Wednesday 12 November 2008

Chutney

Back when I was a cub, every summer my Mum & I would go out to our local pick-your-own farm, with it's endless fields of strawberries & raspberries (and the occasional row of mysterious hybrid something-berry*), and pick our own body weights in soft fruits, which would be taken home and turned into jam. Jam, jam, bloody jam. No eating strawberries raw for us, it had to be boiled up with preserving sugar & poured into jars. Or doused in sugar & left in the fridge overnight to go soft & pulpy. Brrr.
So when I eventually inherited my Nans giant preserving pan (where many a succulent red fruit met its grisly end), I vowed never to make a single blob of jam in it. No, it was to be reclaimed, redeemed & turned to a higher purpose.

Yes, dear reader, it would be used to make chutney.

Ahh, chutney.
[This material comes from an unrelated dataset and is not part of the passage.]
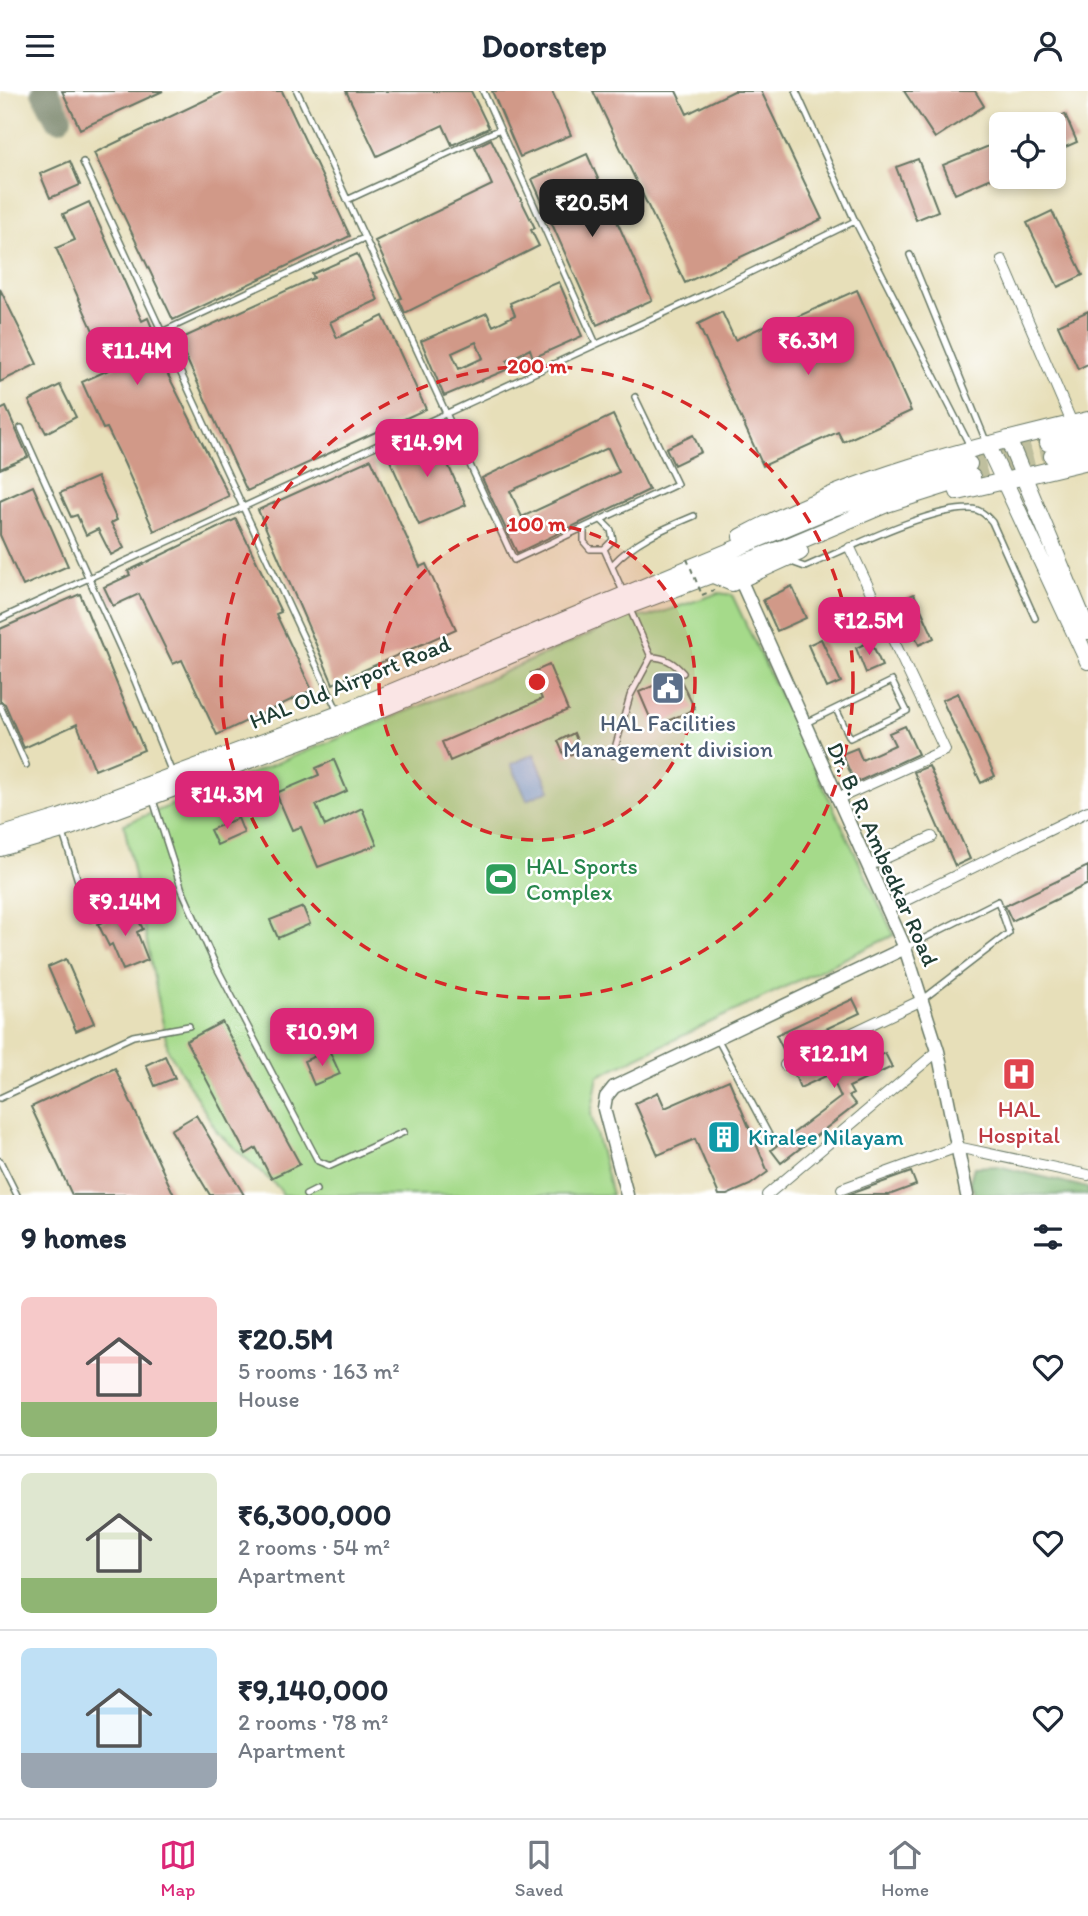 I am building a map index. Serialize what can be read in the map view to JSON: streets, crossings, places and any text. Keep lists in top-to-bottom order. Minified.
{"streets":{"main road":["HAL Old Airport Road"],"street":["Dr. B. R. Ambedkar Road"]},"places":{"public building":["HAL Facilities Management division"],"sports":["HAL Sports Complex"],"hospital":["HAL Hospital"],"building":["Kiralee Nilayam"]},"page":{"header":"Doorstep","price":["₹20.5M","₹6.3M","₹11.4M","₹14.9M","₹12.5M","₹14.3M","₹9.14M","₹10.9M","₹12.1M"],"heading":"9 homes","list":[{"name":"₹20.5M","note":"5 rooms · 163 m² · House"},{"name":"₹6,300,000","note":"2 rooms · 54 m² · Apartment"},{"name":"₹9,140,000","note":"2 rooms · 78 m² · Apartment"}],"tabs":["Map","Saved","Home"]},"rings":["200 m","100 m"]} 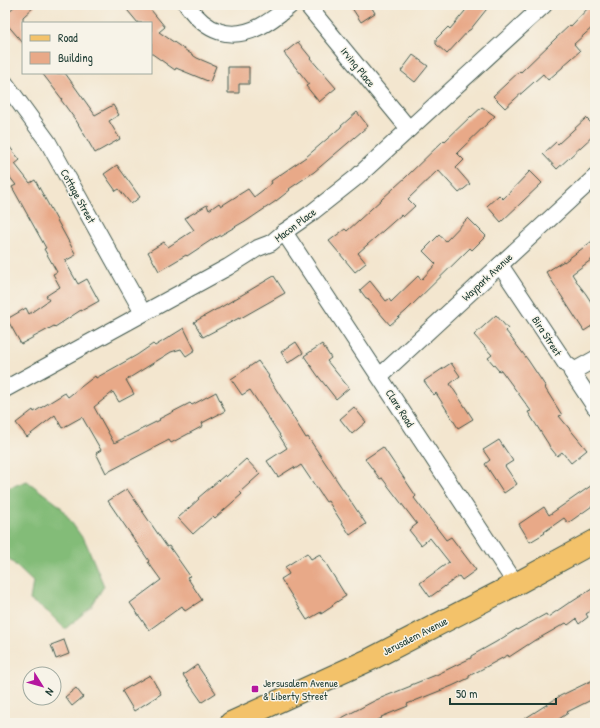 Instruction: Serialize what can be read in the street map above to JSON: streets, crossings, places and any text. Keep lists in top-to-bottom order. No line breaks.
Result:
{"streets":{"main road":["Jerusalem Avenue"],"street":["Irving Place","Cottage Street","Macon Place","Waypark Avenue","Bira Street","Clare Road"]},"crossings":[["Irving Place","Macon Place"],["Cottage Street","Macon Place"],["Macon Place","Clare Road"],["Waypark Avenue","Bira Street"],["Waypark Avenue","Clare Road"],["Clare Road","Jerusalem Avenue"]],"places":{"transit":["Jersusalem Avenue & Liberty Street"]},"legend":["Road","Building"],"scale_bar":"50 m","north":"bottom right"}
Friend of cheese, saviour of the boring sandwich, secret ingredient of shepherds pie or pumpkin tagine. And the nicest thing to do with cheese on toast (though spreading the toast with marmite before adding the cheese is also very tasty).
As I've mentioned before, few things make me happier than spending an afternoon pottering about in the kitchen making something tasty. And I had all these Pumpkins...**


So better make some Pumpkin Chutney then!

700g pumpkin (any variety will do, really), peeled, deseeded & chopped into equal sized pieces.
700g apples, peeled, cored & chopped into equal sized pieces (I used half cooking apples from my father-in-laws impossibly high-yielding little tree, and half coxes, as all my apples had gone to the Great Cider Making Caper)
1 large onion, peeled & diced
250g demerera sugar (or any brown sugar)
450ml white wine vinegar (or cider vinegar, or even malt vinegar, though that would be like taking the delicate flavour of your pumpkin, wrapping it around a housebrick & smacking yourself in the face with it (which is entirely understandable sometimes)
250g raisins
1tsp salt
1tbs chilli flakes
1" ginger, peeled & chopped

Pile all of that into your preserving pan. I know it doesn't look like there's enough vinegar in there, but there is. Promise.
In a piece of muslin (though I used a reusable teabag here. A crazy little invention from Whittards) tie up 1tsp peppercorns, 1 cinnamon stick (you can break it up if you need to) & 6 or 7 cloves. Chuck into the preserving pan & bring everything slowly to the boil. This will occupy you for the next hour or two, so I recommend a Micah P. Hinson CD while you work. Broken Family Band will also work, chutney likes being sung to.
Stir occasionally, and when it reaches a boil reduce to a simmer & give it the odd stir to make sure nothing sticks to the bottom or burns (unlikely to happen at the start, but after an hour it'll get thick & tricksy). After about an hour & a half (maybe more, maybe less) it will have thickened up, and you can draw your spoon across the bottom and see the base of the pan briefly, like Moses parting the Red Sea. Only it's a chutney sea.


You have Chutney! Spoon into clean, sterilised jars & seal. Waste half an hour on Google images looking for a good picture to go on the label, then store in a cool, dark place for a couple of months to mature (though you'll probably have a jar that's only half full. That can be used straight away. Future jars will be better & more matured, but it will still be tasty.
Om Nom Nom!

*Where I was disheartened to discover that the Loganberry didn't give you X-Men powers, and was just a fancy word for 'bigger Raspberry'. Hmpf.

**Some people smoke. Some people run up huge credit card debts buying shoes. I buy pumpkins. Could be worse.